- **Your goal**
The lines below, from the first through the one containing "width:54px; height:54px; display:grid;", are to be given again exactly, with pictures left out and nothing added.

Dataset entries
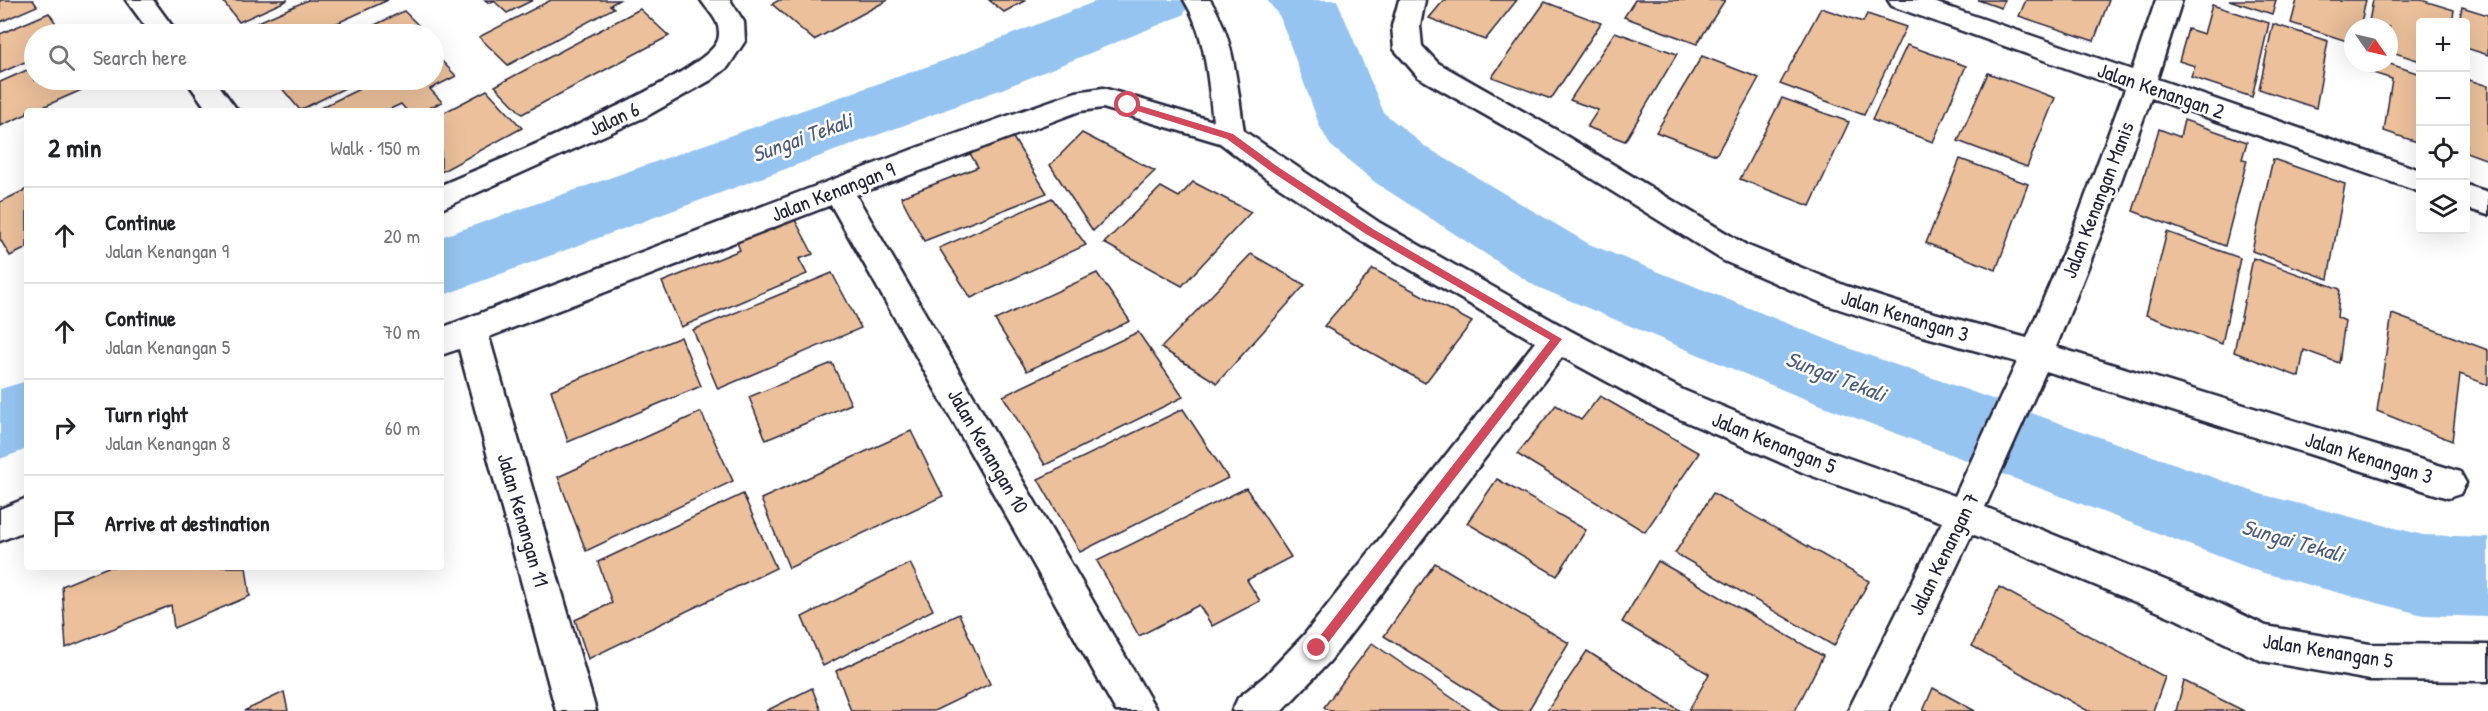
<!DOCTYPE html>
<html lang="en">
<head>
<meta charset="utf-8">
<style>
	:root { --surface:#fff; --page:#f6f6f6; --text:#202124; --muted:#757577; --line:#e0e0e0 }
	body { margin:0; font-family:"Patrick Hand",sans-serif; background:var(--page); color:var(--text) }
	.controls { position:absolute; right:18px; top:18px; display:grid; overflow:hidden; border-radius:6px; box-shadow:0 6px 24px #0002 }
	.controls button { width:54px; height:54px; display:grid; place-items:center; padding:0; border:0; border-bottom:2px solid var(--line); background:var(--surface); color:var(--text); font:30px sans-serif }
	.compass { position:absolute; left:2344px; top:18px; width:54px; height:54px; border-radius:50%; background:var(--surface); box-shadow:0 6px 24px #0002; rotate:124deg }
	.stop { position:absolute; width:18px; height:18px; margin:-14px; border:4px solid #d1495b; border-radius:50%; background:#fff }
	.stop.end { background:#d1495b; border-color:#fff; box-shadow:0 2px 6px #0008 }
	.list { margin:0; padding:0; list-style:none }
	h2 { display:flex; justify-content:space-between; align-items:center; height:78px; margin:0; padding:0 24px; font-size:26px }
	h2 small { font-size:20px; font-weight:400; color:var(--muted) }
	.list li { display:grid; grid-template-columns:39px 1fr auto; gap:18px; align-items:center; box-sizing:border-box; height:96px; padding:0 24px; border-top:2px solid var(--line) }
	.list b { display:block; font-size:22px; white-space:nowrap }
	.list p { margin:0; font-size:20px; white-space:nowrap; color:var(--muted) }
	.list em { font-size:20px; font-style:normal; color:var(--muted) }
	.icon { flex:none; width:33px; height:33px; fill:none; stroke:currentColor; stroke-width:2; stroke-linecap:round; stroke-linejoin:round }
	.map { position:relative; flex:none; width:2488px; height:711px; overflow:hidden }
	.search { position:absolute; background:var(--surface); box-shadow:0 6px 24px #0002; left:24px; top:24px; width:420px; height:66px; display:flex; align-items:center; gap:15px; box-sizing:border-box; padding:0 21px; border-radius:33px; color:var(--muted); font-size:22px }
	.panel { position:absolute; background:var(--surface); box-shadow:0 6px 24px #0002; left:24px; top:108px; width:420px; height:462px; border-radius:6px }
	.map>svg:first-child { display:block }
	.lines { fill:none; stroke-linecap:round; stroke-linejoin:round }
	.river { fill:#96c4f1; fill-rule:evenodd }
	.building { fill:#ebc09b; stroke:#22223b; stroke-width:1.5 }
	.minor-casing { stroke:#22223b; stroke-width:5 }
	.minor { fill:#fff; fill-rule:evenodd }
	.route { fill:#d1495b }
	.labels { text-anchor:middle; stroke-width:5; stroke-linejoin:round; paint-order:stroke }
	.street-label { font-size:21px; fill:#22223b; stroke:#fff }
	.water-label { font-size:22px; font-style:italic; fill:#4b5b7b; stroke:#fff }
</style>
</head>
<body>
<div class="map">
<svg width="2488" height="711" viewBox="0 0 2488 711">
	<rect width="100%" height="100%" fill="#fff"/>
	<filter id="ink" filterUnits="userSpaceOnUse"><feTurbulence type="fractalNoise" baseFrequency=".0167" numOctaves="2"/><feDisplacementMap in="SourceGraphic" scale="12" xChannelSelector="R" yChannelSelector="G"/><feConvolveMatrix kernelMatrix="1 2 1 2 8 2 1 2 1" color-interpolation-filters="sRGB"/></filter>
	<g filter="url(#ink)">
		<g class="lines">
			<!-- river -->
			<g class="river">
				<path d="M1099 0H1192L1183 15 1002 89 441 296V237L954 57Z"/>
				<path d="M1267 0H1337L1384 113 1426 147 1589 244 1851 349 2260 494 2423 535 2488 537V617L2423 615 2260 572 1795 395 1535 286 1376 183 1330 145 1320 127 1280 17Z"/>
				<path d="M27 381V449L0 459V389Z"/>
			</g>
		</g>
		<!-- building -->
		<g class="building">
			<path d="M0 0H33L37 6 0 22Z"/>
			<path d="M222 0H288L239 22Z"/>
			<path d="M308 0H388L313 34H250L245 28Z"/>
			<path d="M485 0H533L507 13 494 1 489 3Z"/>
			<path d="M551 0H619L610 5 614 8 508 65 479 37Z"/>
			<path d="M779 0H888L814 40 772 4Z"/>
			<path d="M989 0H1026L1004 12Z"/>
			<path d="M1444 0H1517L1485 40 1429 18Z"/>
			<path d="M1635 0H1725L1697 44 1624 17Z"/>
			<path d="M1978 0H2004L2001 8Z"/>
			<path d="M2026 0H2109L2094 41 2019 16Z"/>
			<path d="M2229 0H2276L2272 14Z"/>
			<path d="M2297 0H2366L2360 27H2353V43L2291 23Z"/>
			<path d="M2373 0H2421L2454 10 2452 22H2420V61L2389 51V27H2368Z"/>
			<path d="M1545 2 1601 23 1551 99 1492 77Z"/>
			<path d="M2212 5 2269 23 2252 97 2191 77 2195 66 2179 61 2188 29 2204 34Z"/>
			<path d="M2462 7 2488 15V55L2466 48V22H2459Z"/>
			<path d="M1821 8 1863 22 1867 14 1906 27 1864 115 1780 84Z"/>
			<path d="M640 9 669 36 522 114 495 86Z"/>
			<path d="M404 11 427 34H356Z"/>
			<path d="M49 13 63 34H34V58L0 73V34Z"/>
			<path d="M2273 24 2328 41 2316 108 2259 89Z"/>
			<path d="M1615 32 1677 54 1625 141 1587 127 1598 110 1570 100Z"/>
			<path d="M1907 45 1966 66 1933 142 1872 120Z"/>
			<path d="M1702 56 1759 78 1716 155 1656 132Z"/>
			<path d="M439 58 456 76 430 89 442 102 423 111H407L401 104 386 111H314L378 80H434V61Z"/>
			<path d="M2365 63H2387L2420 74V143L2384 131 2392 79 2364 70Z"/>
			<path d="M34 67V80H104L34 111H27V114L0 126V82Z"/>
			<path d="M1988 73 2055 98 2027 167 1958 141Z"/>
			<path d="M2466 79 2488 86V160L2466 152Z"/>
			<path d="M275 80H361L300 110Z"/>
			<path d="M487 90 522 128 441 172V114Z"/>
			<path d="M1782 98 1849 122 1810 206 1740 179Z"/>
			<path d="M2184 120 2247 142 2242 159 2247 160 2225 246 2133 211 2159 129 2180 137Z"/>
			<path d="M1082 133 1155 171 1093 231 1050 165Z"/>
			<path d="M1012 136 1047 193 924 241 901 197 978 167 969 152Z"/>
			<path d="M1960 159 2028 184 1996 270 1926 243Z"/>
			<path d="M2273 159 2345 184 2328 279 2252 251Z"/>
			<path d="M1193 182 1251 212 1182 286 1104 243 1161 187 1179 197Z"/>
			<path d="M27 189V248L10 256 0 239V202Z"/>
			<path d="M1052 198 1086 245 971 298 939 248Z"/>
			<path d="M793 216 813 254 799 259 807 274 681 327 662 282 740 250 736 240Z"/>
			<path d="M2167 232 2240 258 2222 344 2146 315Z"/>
			<path d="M1251 254 1305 285 1217 383 1161 348Z"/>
			<path d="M2253 258 2340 289 2337 317 2345 321 2339 363 2304 350 2299 377 2234 352Z"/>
			<path d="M1373 269 1472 322 1425 383 1324 326Z"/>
			<path d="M832 273 861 328 718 389 693 330Z"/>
			<path d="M1097 273 1130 321 1027 371 995 320Z"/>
			<path d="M2392 314 2488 350V385L2460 374 2452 441 2377 411Z"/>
			<path d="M1138 332 1183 397 1045 465 1003 396Z"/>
			<path d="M681 337 701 386 568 442 551 390Z"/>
			<path d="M832 363 851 404 766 440 749 397Z"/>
			<path d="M1600 396 1699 453 1645 532 1517 454 1556 405 1581 420Z"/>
			<path d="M1183 409 1228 478 1080 552 1038 479Z"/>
			<path d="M701 412 733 481 586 551 558 477Z"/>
			<path d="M911 431 943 496 789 568 761 499Z"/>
			<path d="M1497 479 1586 530 1557 576 1467 523Z"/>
			<path d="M1246 488 1291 557 1247 580 1260 601 1212 626 1199 605 1139 636 1097 561Z"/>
			<path d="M1713 493 1869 581 1834 646 1675 553Z"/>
			<path d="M743 494 776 568 588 659 575 620 612 603 598 562Z"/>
			<path d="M1658 561 1823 656 1795 711 1689 710 1709 674 1622 622Z"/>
			<path d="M910 563 933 610 823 666 802 617Z"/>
			<path d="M1435 563 1569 643 1528 711H1503L1384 636Z"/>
			<path d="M108 567H246L250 596 174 628 171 605 66 648 62 586Z"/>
			<path d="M1999 587 2165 677 2153 711H2088L1972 646Z"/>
			<path d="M959 614 990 684 934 711H851L836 671Z"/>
			<path d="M1372 643 1471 711H1330L1324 707Z"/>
			<path d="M1587 651 1681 711H1547Z"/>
			<path d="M2184 681 2244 711H2176Z"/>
			<path d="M812 688 821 711H766Z"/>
			<path d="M1933 688 1975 711H1923Z"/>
			<path d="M284 692 288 711H244Z"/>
		</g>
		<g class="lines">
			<defs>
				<g id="minor">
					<path d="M126 0H153L178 34H151Z"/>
					<path d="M701 0H730L744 22 745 41 728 67 711 80 645 117 441 209V185C485 166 707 75 718 40 723 22 709 13 701 0Z"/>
					<path d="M1184 0H1210C1235 38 1237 88 1244 131L1380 223 1569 330 1683 390 1831 452 1955 496 2017 362 1912 333 1824 304 1724 261 1536 144 1418 77 1394 49 1392 26 1399 0H1425L1420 26 1422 46 1438 63 1556 130 1746 245 1846 286 1912 307 2027 338 2076 222 2125 89 1892 6 1888 0H1928L2132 70 2156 0H2182L2157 79 2420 170V192L2151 98 2106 222 2056 347 2448 468 2460 472 2466 483 2460 494 2448 498 2046 371 1985 507 2202 595 2266 626 2370 644 2488 645V681L2370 680 2262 661 2176 619 1972 534 1888 711H1848L1942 522 1807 474 1659 410 1562 357 1330 661 1282 711H1232L1238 698 1265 676 1304 635 1535 342 1358 239 1264 177 1220 143 1103 108 1080 111 856 195 1157 711H1116L831 205 489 337 596 711H556L459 349 441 355V328L919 147 1076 92 1103 88 1213 121C1208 80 1206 35 1184 0Z"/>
					<path d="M186 80H215L238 111H208Z"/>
					<path d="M2466 185 2488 192V215L2466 208Z"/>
					<path d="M27 498V530L0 541V509Z"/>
				</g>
			</defs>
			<!-- minor casing -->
			<use href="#minor" class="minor-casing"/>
			<!-- minor -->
			<use href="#minor" class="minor"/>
		</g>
	</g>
	<!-- route -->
	<path class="route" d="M1128 102 1233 134 1278 167 1373 229 1562 339 1321 652 1317 654 1312 648 1313 645 1550 340 1366 234 1272 172 1227 139 1125 107V103Z"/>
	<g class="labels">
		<!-- street labels -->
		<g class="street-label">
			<text transform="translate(2161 91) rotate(19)" y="7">Jalan Kenangan 2</text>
			<text transform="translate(614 119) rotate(-25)" y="7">Jalan 6</text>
			<text transform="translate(833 192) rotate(-21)" y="7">Jalan Kenangan 9</text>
			<text transform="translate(2098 200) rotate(-69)" y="7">Jalan Kenangan Manis</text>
			<text transform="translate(1905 316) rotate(17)" y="7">Jalan Kenangan 3</text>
			<text transform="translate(1774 443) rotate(22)" y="7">Jalan Kenangan 5</text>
			<text transform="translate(988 451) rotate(60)" y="7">Jalan Kenangan 10</text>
			<text transform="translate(2369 458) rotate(17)" y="7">Jalan Kenangan 3</text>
			<text transform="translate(523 520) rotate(74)" y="7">Jalan Kenangan 11</text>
			<text transform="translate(1944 554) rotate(-64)" y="7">Jalan Kenangan 7</text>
			<text transform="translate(2328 651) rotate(9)" y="7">Jalan Kenangan 5</text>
		</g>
		<!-- water labels -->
		<g class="water-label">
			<text transform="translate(802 137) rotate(-20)" y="8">Sungai Tekali</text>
			<text transform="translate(1836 376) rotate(21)" y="8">Sungai Tekali</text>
			<text transform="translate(2293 540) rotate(16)" y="8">Sungai Tekali</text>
		</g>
	</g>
</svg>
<div class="controls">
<button>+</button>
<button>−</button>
<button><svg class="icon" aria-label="locate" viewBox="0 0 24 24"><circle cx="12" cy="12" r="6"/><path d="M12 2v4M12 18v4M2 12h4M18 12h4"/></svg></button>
<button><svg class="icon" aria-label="layers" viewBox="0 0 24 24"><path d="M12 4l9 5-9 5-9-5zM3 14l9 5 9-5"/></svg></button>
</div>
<svg class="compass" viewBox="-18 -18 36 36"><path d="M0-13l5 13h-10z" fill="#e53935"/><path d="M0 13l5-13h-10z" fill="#757577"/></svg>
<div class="stop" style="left:1128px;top:105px"></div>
<div class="stop end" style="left:1317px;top:648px"></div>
<div class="search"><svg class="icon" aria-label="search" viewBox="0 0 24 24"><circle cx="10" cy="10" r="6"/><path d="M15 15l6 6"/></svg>Search here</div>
<section class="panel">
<h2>2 min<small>Walk · 150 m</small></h2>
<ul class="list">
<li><svg class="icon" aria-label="ahead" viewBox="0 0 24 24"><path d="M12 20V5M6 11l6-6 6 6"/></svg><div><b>Continue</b><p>Jalan Kenangan 9</p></div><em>20 m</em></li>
<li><svg class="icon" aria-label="ahead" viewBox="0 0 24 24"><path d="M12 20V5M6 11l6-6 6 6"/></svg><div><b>Continue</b><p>Jalan Kenangan 5</p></div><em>70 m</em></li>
<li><svg class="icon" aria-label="right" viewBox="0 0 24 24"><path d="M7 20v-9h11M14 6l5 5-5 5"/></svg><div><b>Turn right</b><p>Jalan Kenangan 8</p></div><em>60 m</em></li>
<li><svg class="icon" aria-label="arrive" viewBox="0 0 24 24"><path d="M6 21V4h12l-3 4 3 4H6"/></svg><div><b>Arrive at destination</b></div></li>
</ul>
</section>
</div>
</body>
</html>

- **Task response**
<!DOCTYPE html>
<html lang="en">
<head>
<meta charset="utf-8">
<style>
	:root { --surface:#fff; --page:#f6f6f6; --text:#202124; --muted:#757577; --line:#e0e0e0 }
	body { margin:0; font-family:"Patrick Hand",sans-serif; background:var(--page); color:var(--text) }
	.controls { position:absolute; right:18px; top:18px; display:grid; overflow:hidden; border-radius:6px; box-shadow:0 6px 24px #0002 }
	.controls button { width:54px; height:54px; display:grid; place-items:center; padding:0; border:0; border-bottom:2px solid var(--line); background:var(--surface); color:var(--text); font:30px sans-serif }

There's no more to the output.